Tuesday, October 11, 2005

Weekend Mt. Koya Trip

LOL, Recieved the following memo from the group that is sponsoring this weekends trip to the Buddhist Temple

Temple Lodging Information
We will stay at one of the temple lodging facilities on
Mt. Koya. These temple lodgings have been opened recently for tourists because
fewer Buddhist monks want to experience Ascetic (very stict) practive these
days. Therefore there is no strict discipline to follow (We heard about
the Monks hitting folks with sticks)
however, there are few important things to
keep in mind.

1) There is no specific dress code. However it is
not appropriate to wear short sleeve shirts or short pants.

2) The rooms are separate for men and women (even for
married coples).

3) Meals (dinner, breakfast and lunch) are only
vegetarian food with tea or water. However, you can order Sake or Beer for a
charge at dinnertime (Soft Drinks are not available)

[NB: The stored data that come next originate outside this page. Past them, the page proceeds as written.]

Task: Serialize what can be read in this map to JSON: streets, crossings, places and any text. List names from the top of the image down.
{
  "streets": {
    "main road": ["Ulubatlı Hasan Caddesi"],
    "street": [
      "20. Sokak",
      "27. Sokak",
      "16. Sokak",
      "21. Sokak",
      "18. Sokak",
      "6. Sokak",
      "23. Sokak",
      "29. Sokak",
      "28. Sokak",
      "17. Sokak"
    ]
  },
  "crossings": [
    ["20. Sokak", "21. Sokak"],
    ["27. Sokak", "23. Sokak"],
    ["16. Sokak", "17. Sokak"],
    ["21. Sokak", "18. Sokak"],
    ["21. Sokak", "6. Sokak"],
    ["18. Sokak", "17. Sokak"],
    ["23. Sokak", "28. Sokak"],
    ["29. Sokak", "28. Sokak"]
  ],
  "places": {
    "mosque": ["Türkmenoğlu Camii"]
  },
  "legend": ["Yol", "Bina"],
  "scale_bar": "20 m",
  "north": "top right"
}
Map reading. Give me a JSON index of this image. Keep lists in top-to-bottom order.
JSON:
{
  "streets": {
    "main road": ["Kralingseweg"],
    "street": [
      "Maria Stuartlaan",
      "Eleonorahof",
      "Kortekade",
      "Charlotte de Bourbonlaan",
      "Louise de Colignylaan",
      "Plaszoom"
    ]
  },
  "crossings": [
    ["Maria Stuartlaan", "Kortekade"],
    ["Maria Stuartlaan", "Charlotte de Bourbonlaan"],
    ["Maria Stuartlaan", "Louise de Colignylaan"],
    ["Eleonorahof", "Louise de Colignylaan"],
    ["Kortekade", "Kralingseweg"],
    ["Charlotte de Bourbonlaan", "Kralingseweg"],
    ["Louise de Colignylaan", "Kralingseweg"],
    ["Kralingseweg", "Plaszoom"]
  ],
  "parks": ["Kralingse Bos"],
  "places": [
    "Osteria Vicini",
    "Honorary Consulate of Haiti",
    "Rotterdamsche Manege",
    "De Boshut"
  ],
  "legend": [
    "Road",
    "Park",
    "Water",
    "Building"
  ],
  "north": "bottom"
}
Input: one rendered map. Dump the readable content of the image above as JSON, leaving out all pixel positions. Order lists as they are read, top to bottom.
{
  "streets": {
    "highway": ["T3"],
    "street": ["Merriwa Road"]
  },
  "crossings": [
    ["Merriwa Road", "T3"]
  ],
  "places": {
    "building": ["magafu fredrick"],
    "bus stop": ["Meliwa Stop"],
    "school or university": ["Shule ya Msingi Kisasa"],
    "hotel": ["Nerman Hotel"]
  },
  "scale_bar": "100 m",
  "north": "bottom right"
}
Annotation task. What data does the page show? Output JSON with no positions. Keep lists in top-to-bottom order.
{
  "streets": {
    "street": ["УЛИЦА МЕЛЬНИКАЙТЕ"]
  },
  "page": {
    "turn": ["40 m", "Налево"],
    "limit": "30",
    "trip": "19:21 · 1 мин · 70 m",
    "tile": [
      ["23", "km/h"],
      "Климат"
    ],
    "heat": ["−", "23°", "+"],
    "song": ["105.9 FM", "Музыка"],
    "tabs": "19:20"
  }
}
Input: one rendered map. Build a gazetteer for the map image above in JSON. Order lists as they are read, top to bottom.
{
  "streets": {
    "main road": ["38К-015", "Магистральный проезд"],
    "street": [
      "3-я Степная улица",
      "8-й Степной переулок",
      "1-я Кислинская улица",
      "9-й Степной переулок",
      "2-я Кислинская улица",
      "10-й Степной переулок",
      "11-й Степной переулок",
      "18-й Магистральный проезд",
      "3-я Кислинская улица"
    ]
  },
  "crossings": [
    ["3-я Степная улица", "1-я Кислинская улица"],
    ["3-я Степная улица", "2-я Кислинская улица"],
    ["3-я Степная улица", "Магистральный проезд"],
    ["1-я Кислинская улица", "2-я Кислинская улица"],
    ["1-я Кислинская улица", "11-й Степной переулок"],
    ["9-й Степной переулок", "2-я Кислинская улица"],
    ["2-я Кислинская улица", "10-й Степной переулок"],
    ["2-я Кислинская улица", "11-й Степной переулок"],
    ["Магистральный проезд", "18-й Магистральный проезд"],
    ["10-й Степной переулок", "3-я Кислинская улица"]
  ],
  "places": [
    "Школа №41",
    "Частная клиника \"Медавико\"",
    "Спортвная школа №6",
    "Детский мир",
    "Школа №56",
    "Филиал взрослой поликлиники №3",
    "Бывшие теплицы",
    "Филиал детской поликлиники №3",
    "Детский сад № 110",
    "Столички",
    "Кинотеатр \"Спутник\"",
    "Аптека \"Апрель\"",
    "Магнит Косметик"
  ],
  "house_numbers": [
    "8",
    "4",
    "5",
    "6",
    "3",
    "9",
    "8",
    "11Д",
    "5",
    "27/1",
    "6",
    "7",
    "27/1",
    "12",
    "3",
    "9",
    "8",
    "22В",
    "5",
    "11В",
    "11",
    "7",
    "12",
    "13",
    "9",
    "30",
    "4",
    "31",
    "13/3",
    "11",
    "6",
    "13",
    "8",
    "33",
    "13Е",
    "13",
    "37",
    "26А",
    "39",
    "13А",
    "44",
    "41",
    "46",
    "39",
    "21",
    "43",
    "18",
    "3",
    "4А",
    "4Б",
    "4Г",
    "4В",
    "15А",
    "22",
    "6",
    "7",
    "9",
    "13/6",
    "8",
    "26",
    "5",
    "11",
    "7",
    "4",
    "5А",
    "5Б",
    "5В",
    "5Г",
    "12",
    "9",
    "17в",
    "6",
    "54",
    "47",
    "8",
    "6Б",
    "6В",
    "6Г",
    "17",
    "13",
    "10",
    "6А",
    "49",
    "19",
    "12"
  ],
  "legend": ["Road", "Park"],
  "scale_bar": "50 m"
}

4) Dinner starts promptly at 5:30pm and Breakfast
starts promptly at 7:30am. Everyone is expected to eat
together

5) You are allowed to bring your own sacks (snacks?)
and drinks (there are no vending machines). However these items may only be
consumed in the privacy of your room.

6) While you are having dinner, employees of the
lodging facility will make your bed (Futon)

7) The public bathing facilities are only available
from 1600 to 2300 (there is nothing available in the mornign) Women and men's
bathrooms are separate. Please bring your own shampoo, soap, toothbrush,
and bath towel.

8)Both Japanese and Western style toilets are
available

9) Zen practice (meditation) is held early in the
mornng, 30 minutes before breakfast. Your nightgown, pajamas, or the Yukatas
provided by the lodging facility are not appropriate for this
practice

10) There is no safety box for your valuables
11) Silence Time is from 2300 until the next morning
around 0500.

12 The Yukata (night wear ((robe))) furnished by the
facility is for use in your room only. Please leave it in your room before
checking out.

I am really looking forward to this trip, but a little worried. I am not much for public bathing.... so we will see how that goes. I might just pack a bunch of wetwipes and forget the whole thing.


Friday, October 07, 2005

Maybe I need to explain about the roof tiles


I spoke below about roof tiles and thought that maybe I should explain why Roy is fasinated by them. It seems that the old families in Japan each had their own roof tile design so that is why there are so many different ones. Above in another design from Iwakuni families.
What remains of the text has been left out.